Выбрать главу

Скорина — лекарь. И потому уже не мог он не поспешить сюда, чтобы взглянуть на все хотя бы краешком глаза. Слишком мало дают больному отваров — показалось ему сразу же. А почему отсутствуют медницы, чтобы кровь пускать? Нет жиров — ни баночки с заячьим, ни с медвежьим, ни с каким-либо еще, чтобы пролежни хоть на ночь смазывать. Может, больше, чем заморские кресла, душу больного, взор его успокаивали б, снимая боль, мерцающий посверк жемчуга, сапфира? Да и крепкий алькермес не повредил бы! Но почему же и Маргарита его, Франтишека, лекаря, к больному Юрию не позвала? Неужели и ей никто не сказал, что он, Франтишек, уже здесь, в Вильне, приехал, вернулся?..

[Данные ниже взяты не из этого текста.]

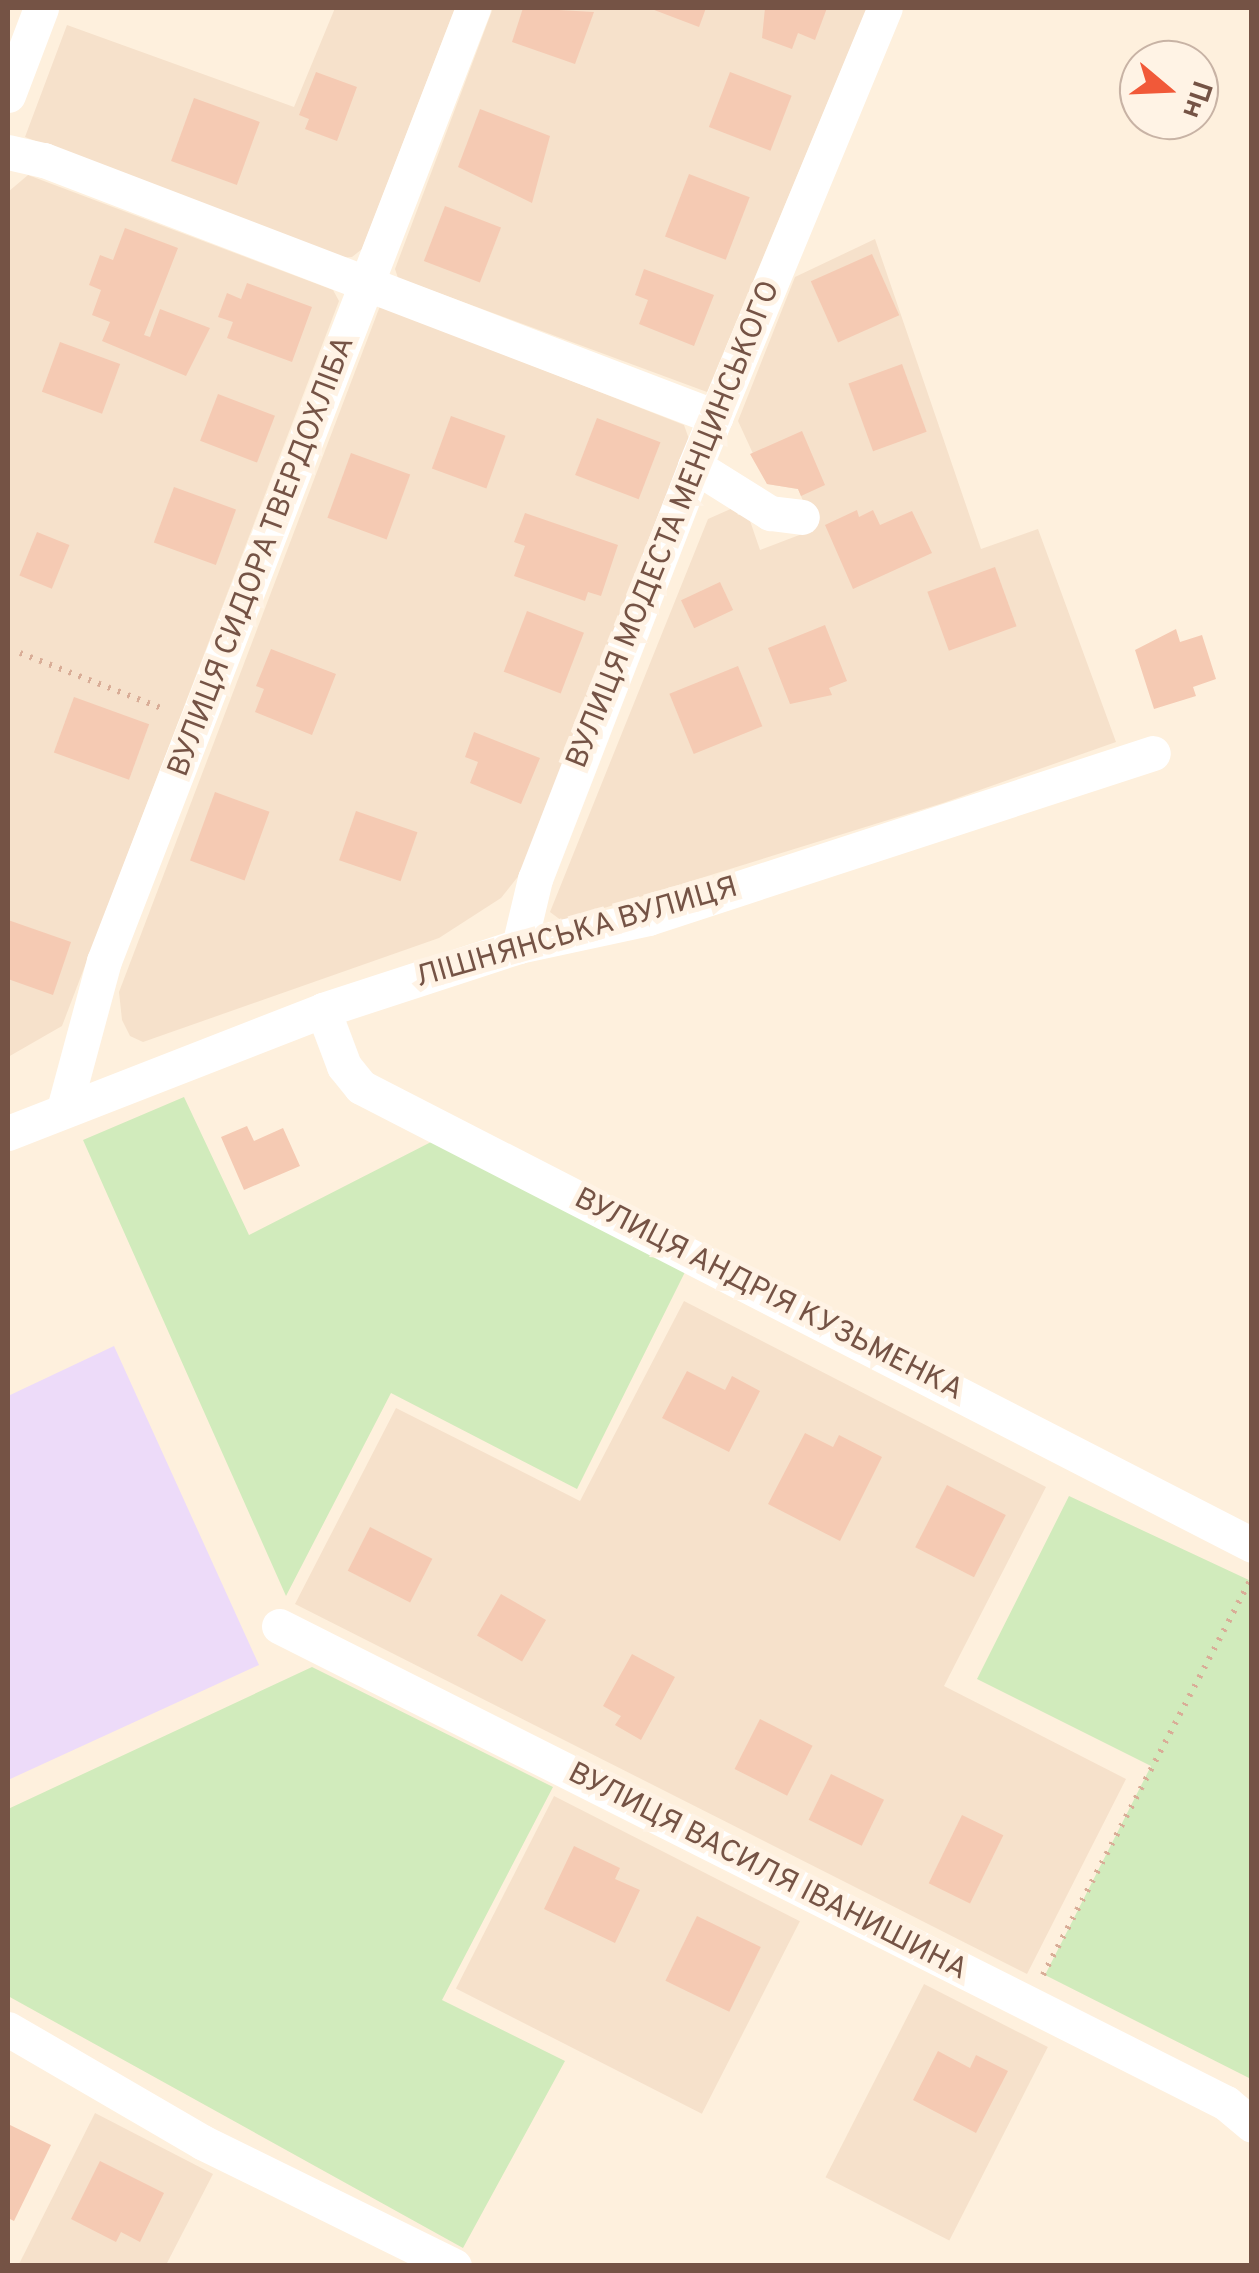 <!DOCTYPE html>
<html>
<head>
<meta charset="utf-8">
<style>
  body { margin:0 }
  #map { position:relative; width:1259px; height:2273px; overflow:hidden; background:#fef0dd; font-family:Overpass,sans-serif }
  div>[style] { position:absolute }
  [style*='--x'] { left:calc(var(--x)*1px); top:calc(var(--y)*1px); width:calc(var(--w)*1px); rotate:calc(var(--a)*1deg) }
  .residential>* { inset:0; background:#f6e1cb; transform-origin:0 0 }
  .education>* { inset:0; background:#eddbf9 }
  .green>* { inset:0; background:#d1ebbc }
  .building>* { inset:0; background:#f5cab3; transform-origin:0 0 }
  .path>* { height:6px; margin-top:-3px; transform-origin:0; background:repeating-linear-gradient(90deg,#d9ad97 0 2.5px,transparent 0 10.5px) }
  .minor>* { height:35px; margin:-17.5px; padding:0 17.5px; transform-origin:17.5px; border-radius:17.5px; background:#fff }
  span { translate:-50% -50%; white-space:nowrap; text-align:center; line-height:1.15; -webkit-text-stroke:10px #fff3e5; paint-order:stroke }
  .street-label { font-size:30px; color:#755345 }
  .frame { position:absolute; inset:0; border:10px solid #755345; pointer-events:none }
  .north { position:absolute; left:1119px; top:40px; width:100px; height:100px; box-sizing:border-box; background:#fff3e5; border:2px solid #c8b3a5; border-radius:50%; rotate:109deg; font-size:28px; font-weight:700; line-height:40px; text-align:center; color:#755345 }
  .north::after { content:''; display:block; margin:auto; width:35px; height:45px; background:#f15939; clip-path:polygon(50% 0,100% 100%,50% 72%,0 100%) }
</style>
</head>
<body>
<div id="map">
  <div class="residential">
    <i style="clip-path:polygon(335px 8px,455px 8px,362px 249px,352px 257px,338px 258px,25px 137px,67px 25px,294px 107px)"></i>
    <i style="clip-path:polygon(493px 8px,867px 8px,707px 392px,398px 278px,395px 269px)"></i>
    <i style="clip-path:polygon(28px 175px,333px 290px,339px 301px,62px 1026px,8px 1057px,8px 192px)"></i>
    <i style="clip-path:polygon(875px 239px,981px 549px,1038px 529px,1116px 742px,943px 803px,562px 921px,550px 912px,708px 519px,735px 507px,738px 515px,747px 512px,760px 550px,815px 529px,798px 489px,767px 484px,738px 421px,795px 277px)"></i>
    <i style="clip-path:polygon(380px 306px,684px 425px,689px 439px,520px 874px,501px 898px,439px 938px,143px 1042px,130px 1036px,122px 1020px,119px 992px)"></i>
    <i style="clip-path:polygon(684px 1301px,1046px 1487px,944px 1686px,1126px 1779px,1027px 1974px,295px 1604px,396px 1408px,580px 1501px)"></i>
    <i style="left:554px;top:1796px;width:276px;height:216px;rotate:27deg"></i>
    <i style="left:924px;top:1984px;width:139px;height:217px;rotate:27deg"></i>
    <i style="clip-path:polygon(95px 2113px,213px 2174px,166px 2265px,18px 2266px)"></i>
  </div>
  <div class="education">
    <i style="clip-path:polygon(114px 1346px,259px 1665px,8px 1780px,8px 1396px)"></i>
  </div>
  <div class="green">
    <i style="clip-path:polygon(184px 1097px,249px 1235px,433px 1141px,686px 1270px,577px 1489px,391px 1393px,286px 1596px,83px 1140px)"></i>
    <i style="clip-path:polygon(1069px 1496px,1251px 1581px,1251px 2079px,1045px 1975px,1151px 1766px,977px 1679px)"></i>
    <i style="clip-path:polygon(312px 1667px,553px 1787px,442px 2000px,565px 2061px,463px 2248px,8px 1996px,8px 1809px)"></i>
  </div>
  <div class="building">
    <i style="clip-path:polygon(523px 8px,594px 12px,575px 64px,512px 42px)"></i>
    <i style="clip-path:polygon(649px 8px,706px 8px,699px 27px)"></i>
    <i style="clip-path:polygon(765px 8px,827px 8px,815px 40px,798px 33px,792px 49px,762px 38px)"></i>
    <i style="clip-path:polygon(316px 72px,357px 87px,337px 141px,305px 129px,309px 119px,299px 115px)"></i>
    <i style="left:730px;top:72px;width:66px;height:59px;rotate:21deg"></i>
    <i style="left:194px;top:98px;width:70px;height:67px;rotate:20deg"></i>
    <i style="clip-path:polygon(480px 109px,550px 136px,532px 203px,458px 167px)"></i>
    <i style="left:689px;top:174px;width:65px;height:67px;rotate:21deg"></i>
    <i style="left:445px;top:206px;width:60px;height:59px;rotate:21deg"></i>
    <i style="clip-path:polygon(125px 228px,178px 248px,144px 335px,150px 337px,160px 309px,210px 328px,186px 376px,102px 341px,110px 322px,92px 315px,101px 290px,89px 285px,100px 255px,113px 260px)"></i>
    <i style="left:872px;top:254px;width:67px;height:67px;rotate:66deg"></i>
    <i style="clip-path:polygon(644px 269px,714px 295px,694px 346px,639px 324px,648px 300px,635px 295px)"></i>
    <i style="clip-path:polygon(247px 283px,312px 307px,292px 362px,227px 338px,233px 322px,218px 317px,227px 293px,241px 299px)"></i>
    <i style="left:60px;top:342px;width:64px;height:53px;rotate:20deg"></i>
    <i style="left:902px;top:364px;width:72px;height:57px;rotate:70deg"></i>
    <i style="left:218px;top:394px;width:61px;height:50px;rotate:21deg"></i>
    <i style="left:451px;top:416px;width:58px;height:56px;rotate:20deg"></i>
    <i style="left:597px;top:418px;width:68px;height:61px;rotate:21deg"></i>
    <i style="clip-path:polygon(802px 431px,825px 485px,801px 496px,798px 489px,767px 484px,750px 454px)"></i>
    <i style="left:351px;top:453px;width:63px;height:69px;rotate:20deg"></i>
    <i style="left:174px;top:487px;width:66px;height:59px;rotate:20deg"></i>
    <i style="clip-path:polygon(857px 510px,859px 517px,873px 510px,880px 525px,912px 511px,932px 553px,853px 589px,825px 525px)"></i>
    <i style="clip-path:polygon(525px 513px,618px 545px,601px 596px,588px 592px,585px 601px,514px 576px,525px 546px,514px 542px)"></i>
    <i style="left:37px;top:532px;width:35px;height:47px;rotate:22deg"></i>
    <i style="left:995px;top:567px;width:63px;height:72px;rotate:70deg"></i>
    <i style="left:720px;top:582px;width:31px;height:43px;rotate:65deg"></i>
    <i style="left:527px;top:611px;width:61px;height:65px;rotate:21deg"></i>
    <i style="clip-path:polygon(825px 625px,847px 681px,829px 688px,832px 695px,790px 704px,768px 648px)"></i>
    <i style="clip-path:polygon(1176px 629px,1180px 642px,1202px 635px,1216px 679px,1193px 687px,1196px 696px,1154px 709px,1135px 650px)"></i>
    <i style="clip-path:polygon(271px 649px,336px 674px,312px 735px,255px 712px,264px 689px,256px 686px)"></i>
    <i style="left:738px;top:666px;width:65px;height:74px;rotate:68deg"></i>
    <i style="left:74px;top:697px;width:80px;height:59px;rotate:20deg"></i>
    <i style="clip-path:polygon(474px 732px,540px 758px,521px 804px,470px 783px,478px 762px,465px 757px)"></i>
    <i style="left:215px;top:792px;width:58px;height:73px;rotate:20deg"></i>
    <i style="left:356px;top:811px;width:65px;height:52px;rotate:19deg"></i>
    <i style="clip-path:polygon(8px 920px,71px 942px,53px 995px,8px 979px)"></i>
    <i style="clip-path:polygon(247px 1126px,254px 1141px,283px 1128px,300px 1166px,244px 1190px,221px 1137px)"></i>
    <i style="clip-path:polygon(687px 1371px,725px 1390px,732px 1376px,760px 1391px,729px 1452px,662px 1418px)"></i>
    <i style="clip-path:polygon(805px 1433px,833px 1447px,839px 1435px,882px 1457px,840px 1541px,768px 1504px)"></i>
    <i style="left:947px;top:1485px;width:66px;height:70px;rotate:27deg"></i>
    <i style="left:370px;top:1527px;width:70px;height:49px;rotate:27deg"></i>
    <i style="left:501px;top:1594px;width:52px;height:48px;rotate:30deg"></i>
    <i style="clip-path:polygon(632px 1654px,675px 1677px,641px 1740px,615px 1725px,621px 1716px,603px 1706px)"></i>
    <i style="left:760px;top:1719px;width:59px;height:56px;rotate:27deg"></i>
    <i style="left:831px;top:1774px;width:59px;height:51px;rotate:26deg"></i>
    <i style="left:962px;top:1815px;width:46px;height:76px;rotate:26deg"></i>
    <i style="clip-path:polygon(574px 1846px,620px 1868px,615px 1879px,640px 1890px,615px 1943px,544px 1909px)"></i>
    <i style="left:697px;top:1916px;width:71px;height:72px;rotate:26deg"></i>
    <i style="clip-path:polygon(938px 2051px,970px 2068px,976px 2055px,1008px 2071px,976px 2133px,913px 2100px)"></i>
    <i style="clip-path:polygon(8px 2124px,51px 2145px,14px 2221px,8px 2218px)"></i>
    <i style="clip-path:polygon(100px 2161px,164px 2193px,140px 2242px,121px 2232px,116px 2242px,71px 2219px)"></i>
  </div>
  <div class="path">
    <i style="--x:20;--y:653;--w:157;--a:21.3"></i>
    <i style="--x:1043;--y:1975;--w:447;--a:-62.3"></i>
  </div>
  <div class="minor">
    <i style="--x:8;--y:95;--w:93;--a:-69.2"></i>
    <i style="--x:8;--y:152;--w:37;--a:13"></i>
    <i style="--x:44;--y:160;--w:719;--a:20.96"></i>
    <i style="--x:695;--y:466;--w:89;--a:32.1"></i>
    <i style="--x:770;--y:513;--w:32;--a:7"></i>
    <i style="--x:519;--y:946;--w:69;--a:-76.6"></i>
    <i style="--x:535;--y:879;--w:443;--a:-68.8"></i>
    <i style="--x:695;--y:466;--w:496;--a:-67.5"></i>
    <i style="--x:323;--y:1010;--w:60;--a:69.4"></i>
    <i style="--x:344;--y:1066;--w:27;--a:51"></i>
    <i style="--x:361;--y:1087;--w:1002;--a:27.2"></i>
    <i style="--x:64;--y:1109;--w:153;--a:-74.9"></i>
    <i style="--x:104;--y:961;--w:1022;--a:-68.83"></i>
    <i style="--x:8;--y:1133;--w:338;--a:-21.3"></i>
    <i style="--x:323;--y:1010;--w:206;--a:-18.1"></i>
    <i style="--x:519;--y:946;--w:132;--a:-12.2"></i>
    <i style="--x:648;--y:918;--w:531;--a:-18.09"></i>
    <i style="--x:279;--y:1626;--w:1060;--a:26.73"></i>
    <i style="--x:1226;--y:2103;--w:34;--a:40"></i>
    <i style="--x:8;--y:2029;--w:225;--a:30.2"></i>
    <i style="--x:202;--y:2142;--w:281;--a:26.2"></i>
  </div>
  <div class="street-label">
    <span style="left:675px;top:525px;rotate:-68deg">ВУЛИЦЯ МОДЕСТА МЕНЦИНСЬКОГО</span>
    <span style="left:263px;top:557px;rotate:-69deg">ВУЛИЦЯ СИДОРА ТВЕРДОХЛІБА</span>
    <span style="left:577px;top:934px;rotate:-16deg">ЛІШНЯНСЬКА ВУЛИЦЯ</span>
    <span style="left:768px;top:1296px;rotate:27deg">ВУЛИЦЯ АНДРІЯ КУЗЬМЕНКА</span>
    <span style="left:767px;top:1873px;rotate:27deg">ВУЛИЦЯ ВАСИЛЯ ІВАНИШИНА</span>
  </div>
  <div class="frame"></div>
  <div class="north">Пн</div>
</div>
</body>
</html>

Одверник дышал с трудом. И чем труднее он дышал, тем старались сильнее сдерживать свое дыхание и Скорина, и Бабич, и Онков. Одверник дышал труднее — значит, волновался: волнение учащало его дыхание. И нужно было что-то делать, что-то говорить, чтобы хоть как-то облегчить состояние больного. А лекарь Скорина, словно вовсе не лекарь, сам не зная почему, не слова утешающего искал, а, как будто над великой тезой, принялся размышлять, то ли подойти ему к окну, чтобы видеть лицо Юрия более освещенным и лучше понять по лицу больного его недуг, то ли перейти на ту сторону кровати, чтобы их лица — его, Онкова, Бабича - в более ярком свете увидел Одверник и мог узнать своих друзей. И поскольку он, Скорина, никак не мог разрешить такой никчемной тезы, которая лишь уводила его от главного, сама собой заметно разрастаясь по мере того, как все более и более Скорина терялся, продолжая стоять в ногах больного, а за ним безмолвствовали и маленький Онков, и большой Бабич.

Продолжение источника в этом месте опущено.